**Task to complete:**
Your task is to give the entries back exactly, leaving nothing out.

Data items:
□ □ □ □ □ □ □
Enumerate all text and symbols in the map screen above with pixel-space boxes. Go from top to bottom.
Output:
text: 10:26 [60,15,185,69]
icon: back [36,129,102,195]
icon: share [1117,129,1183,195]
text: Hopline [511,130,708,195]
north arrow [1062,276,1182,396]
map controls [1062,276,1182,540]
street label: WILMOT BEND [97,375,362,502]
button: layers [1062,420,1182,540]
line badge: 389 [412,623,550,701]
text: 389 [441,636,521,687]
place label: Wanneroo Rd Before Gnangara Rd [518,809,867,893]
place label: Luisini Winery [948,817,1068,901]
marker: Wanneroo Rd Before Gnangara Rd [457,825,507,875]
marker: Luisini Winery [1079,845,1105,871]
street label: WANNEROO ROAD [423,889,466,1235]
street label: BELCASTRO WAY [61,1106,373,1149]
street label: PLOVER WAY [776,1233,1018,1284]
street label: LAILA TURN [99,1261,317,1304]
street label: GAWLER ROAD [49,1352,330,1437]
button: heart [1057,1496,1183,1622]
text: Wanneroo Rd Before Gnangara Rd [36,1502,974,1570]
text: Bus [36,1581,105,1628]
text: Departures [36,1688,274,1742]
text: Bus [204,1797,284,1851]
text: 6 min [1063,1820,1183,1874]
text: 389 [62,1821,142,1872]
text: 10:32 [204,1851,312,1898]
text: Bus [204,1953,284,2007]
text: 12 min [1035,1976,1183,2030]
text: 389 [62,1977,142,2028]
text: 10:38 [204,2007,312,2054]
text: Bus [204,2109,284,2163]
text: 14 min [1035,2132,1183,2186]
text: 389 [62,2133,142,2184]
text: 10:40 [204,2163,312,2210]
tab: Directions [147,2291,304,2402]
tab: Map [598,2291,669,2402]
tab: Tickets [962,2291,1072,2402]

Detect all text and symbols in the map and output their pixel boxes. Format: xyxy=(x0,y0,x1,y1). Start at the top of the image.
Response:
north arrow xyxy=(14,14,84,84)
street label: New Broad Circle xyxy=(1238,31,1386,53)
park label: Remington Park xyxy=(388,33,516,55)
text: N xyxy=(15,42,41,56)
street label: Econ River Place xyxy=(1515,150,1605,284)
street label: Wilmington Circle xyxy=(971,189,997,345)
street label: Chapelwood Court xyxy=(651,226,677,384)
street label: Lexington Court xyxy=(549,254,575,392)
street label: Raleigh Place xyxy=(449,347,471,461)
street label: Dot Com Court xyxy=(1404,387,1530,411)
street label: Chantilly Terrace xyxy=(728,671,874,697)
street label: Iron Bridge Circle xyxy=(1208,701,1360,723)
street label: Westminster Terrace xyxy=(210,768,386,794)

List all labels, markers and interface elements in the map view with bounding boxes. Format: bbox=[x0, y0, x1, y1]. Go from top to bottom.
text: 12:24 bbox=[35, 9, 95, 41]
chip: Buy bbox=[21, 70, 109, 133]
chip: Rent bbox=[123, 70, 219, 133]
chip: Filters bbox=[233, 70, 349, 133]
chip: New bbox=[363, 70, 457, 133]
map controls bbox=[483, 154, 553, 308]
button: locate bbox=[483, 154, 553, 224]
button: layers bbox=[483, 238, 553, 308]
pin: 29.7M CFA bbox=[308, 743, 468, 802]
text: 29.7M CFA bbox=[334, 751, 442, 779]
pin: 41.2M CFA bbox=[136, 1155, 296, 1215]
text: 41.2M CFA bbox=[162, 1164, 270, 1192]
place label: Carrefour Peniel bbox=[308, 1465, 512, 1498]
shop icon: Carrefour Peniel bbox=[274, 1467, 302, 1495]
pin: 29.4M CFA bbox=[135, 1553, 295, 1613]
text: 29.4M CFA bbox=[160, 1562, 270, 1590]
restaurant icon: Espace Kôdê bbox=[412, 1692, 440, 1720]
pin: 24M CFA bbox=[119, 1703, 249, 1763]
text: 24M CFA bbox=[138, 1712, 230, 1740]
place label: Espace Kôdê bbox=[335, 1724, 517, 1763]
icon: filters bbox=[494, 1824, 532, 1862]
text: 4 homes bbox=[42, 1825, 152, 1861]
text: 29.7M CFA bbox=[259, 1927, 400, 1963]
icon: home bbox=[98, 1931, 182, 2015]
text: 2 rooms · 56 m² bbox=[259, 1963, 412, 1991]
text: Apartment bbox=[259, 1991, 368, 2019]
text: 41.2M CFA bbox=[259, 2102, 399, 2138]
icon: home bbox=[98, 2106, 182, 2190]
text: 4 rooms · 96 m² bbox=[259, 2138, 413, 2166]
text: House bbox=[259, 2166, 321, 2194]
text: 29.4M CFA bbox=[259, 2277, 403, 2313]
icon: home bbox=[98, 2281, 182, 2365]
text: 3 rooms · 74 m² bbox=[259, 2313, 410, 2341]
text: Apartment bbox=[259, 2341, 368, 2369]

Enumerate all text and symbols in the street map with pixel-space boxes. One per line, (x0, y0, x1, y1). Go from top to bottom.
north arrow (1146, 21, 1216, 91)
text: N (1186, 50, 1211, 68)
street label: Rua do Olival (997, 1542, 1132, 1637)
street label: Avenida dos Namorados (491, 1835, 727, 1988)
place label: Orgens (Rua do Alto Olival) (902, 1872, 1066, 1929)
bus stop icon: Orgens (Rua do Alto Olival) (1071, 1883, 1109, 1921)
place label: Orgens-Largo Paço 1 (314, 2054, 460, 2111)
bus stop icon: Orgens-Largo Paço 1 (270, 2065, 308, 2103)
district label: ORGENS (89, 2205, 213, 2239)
□ □ □ □ □ □ □
**Written reply:**
Enumerate all text and symbols in the map screen above with pixel-space boxes. Go from top to bottom.
Output:
text: 10:26 [60,15,185,69]
icon: back [36,129,102,195]
icon: share [1117,129,1183,195]
text: Hopline [511,130,708,195]
north arrow [1062,276,1182,396]
map controls [1062,276,1182,540]
street label: WILMOT BEND [97,375,362,502]
button: layers [1062,420,1182,540]
line badge: 389 [412,623,550,701]
text: 389 [441,636,521,687]
place label: Wanneroo Rd Before Gnangara Rd [518,809,867,893]
place label: Luisini Winery [948,817,1068,901]
marker: Wanneroo Rd Before Gnangara Rd [457,825,507,875]
marker: Luisini Winery [1079,845,1105,871]
street label: WANNEROO ROAD [423,889,466,1235]
street label: BELCASTRO WAY [61,1106,373,1149]
street label: PLOVER WAY [776,1233,1018,1284]
street label: LAILA TURN [99,1261,317,1304]
street label: GAWLER ROAD [49,1352,330,1437]
button: heart [1057,1496,1183,1622]
text: Wanneroo Rd Before Gnangara Rd [36,1502,974,1570]
text: Bus [36,1581,105,1628]
text: Departures [36,1688,274,1742]
text: Bus [204,1797,284,1851]
text: 6 min [1063,1820,1183,1874]
text: 389 [62,1821,142,1872]
text: 10:32 [204,1851,312,1898]
text: Bus [204,1953,284,2007]
text: 12 min [1035,1976,1183,2030]
text: 389 [62,1977,142,2028]
text: 10:38 [204,2007,312,2054]
text: Bus [204,2109,284,2163]
text: 14 min [1035,2132,1183,2186]
text: 389 [62,2133,142,2184]
text: 10:40 [204,2163,312,2210]
tab: Directions [147,2291,304,2402]
tab: Map [598,2291,669,2402]
tab: Tickets [962,2291,1072,2402]

Detect all text and symbols in the map and output their pixel boxes. Format: xyxy=(x0,y0,x1,y1). Start at the top of the image.
Response:
north arrow xyxy=(14,14,84,84)
street label: New Broad Circle xyxy=(1238,31,1386,53)
park label: Remington Park xyxy=(388,33,516,55)
text: N xyxy=(15,42,41,56)
street label: Econ River Place xyxy=(1515,150,1605,284)
street label: Wilmington Circle xyxy=(971,189,997,345)
street label: Chapelwood Court xyxy=(651,226,677,384)
street label: Lexington Court xyxy=(549,254,575,392)
street label: Raleigh Place xyxy=(449,347,471,461)
street label: Dot Com Court xyxy=(1404,387,1530,411)
street label: Chantilly Terrace xyxy=(728,671,874,697)
street label: Iron Bridge Circle xyxy=(1208,701,1360,723)
street label: Westminster Terrace xyxy=(210,768,386,794)

List all labels, markers and interface elements in the map view with bounding boxes. Format: bbox=[x0, y0, x1, y1]. Go from top to bottom.
text: 12:24 bbox=[35, 9, 95, 41]
chip: Buy bbox=[21, 70, 109, 133]
chip: Rent bbox=[123, 70, 219, 133]
chip: Filters bbox=[233, 70, 349, 133]
chip: New bbox=[363, 70, 457, 133]
map controls bbox=[483, 154, 553, 308]
button: locate bbox=[483, 154, 553, 224]
button: layers bbox=[483, 238, 553, 308]
pin: 29.7M CFA bbox=[308, 743, 468, 802]
text: 29.7M CFA bbox=[334, 751, 442, 779]
pin: 41.2M CFA bbox=[136, 1155, 296, 1215]
text: 41.2M CFA bbox=[162, 1164, 270, 1192]
place label: Carrefour Peniel bbox=[308, 1465, 512, 1498]
shop icon: Carrefour Peniel bbox=[274, 1467, 302, 1495]
pin: 29.4M CFA bbox=[135, 1553, 295, 1613]
text: 29.4M CFA bbox=[160, 1562, 270, 1590]
restaurant icon: Espace Kôdê bbox=[412, 1692, 440, 1720]
pin: 24M CFA bbox=[119, 1703, 249, 1763]
text: 24M CFA bbox=[138, 1712, 230, 1740]
place label: Espace Kôdê bbox=[335, 1724, 517, 1763]
icon: filters bbox=[494, 1824, 532, 1862]
text: 4 homes bbox=[42, 1825, 152, 1861]
text: 29.7M CFA bbox=[259, 1927, 400, 1963]
icon: home bbox=[98, 1931, 182, 2015]
text: 2 rooms · 56 m² bbox=[259, 1963, 412, 1991]
text: Apartment bbox=[259, 1991, 368, 2019]
text: 41.2M CFA bbox=[259, 2102, 399, 2138]
icon: home bbox=[98, 2106, 182, 2190]
text: 4 rooms · 96 m² bbox=[259, 2138, 413, 2166]
text: House bbox=[259, 2166, 321, 2194]
text: 29.4M CFA bbox=[259, 2277, 403, 2313]
icon: home bbox=[98, 2281, 182, 2365]
text: 3 rooms · 74 m² bbox=[259, 2313, 410, 2341]
text: Apartment bbox=[259, 2341, 368, 2369]

Enumerate all text and symbols in the street map with pixel-space boxes. One per line, (x0, y0, x1, y1). Go from top to bottom.
north arrow (1146, 21, 1216, 91)
text: N (1186, 50, 1211, 68)
street label: Rua do Olival (997, 1542, 1132, 1637)
street label: Avenida dos Namorados (491, 1835, 727, 1988)
place label: Orgens (Rua do Alto Olival) (902, 1872, 1066, 1929)
bus stop icon: Orgens (Rua do Alto Olival) (1071, 1883, 1109, 1921)
place label: Orgens-Largo Paço 1 (314, 2054, 460, 2111)
bus stop icon: Orgens-Largo Paço 1 (270, 2065, 308, 2103)
district label: ORGENS (89, 2205, 213, 2239)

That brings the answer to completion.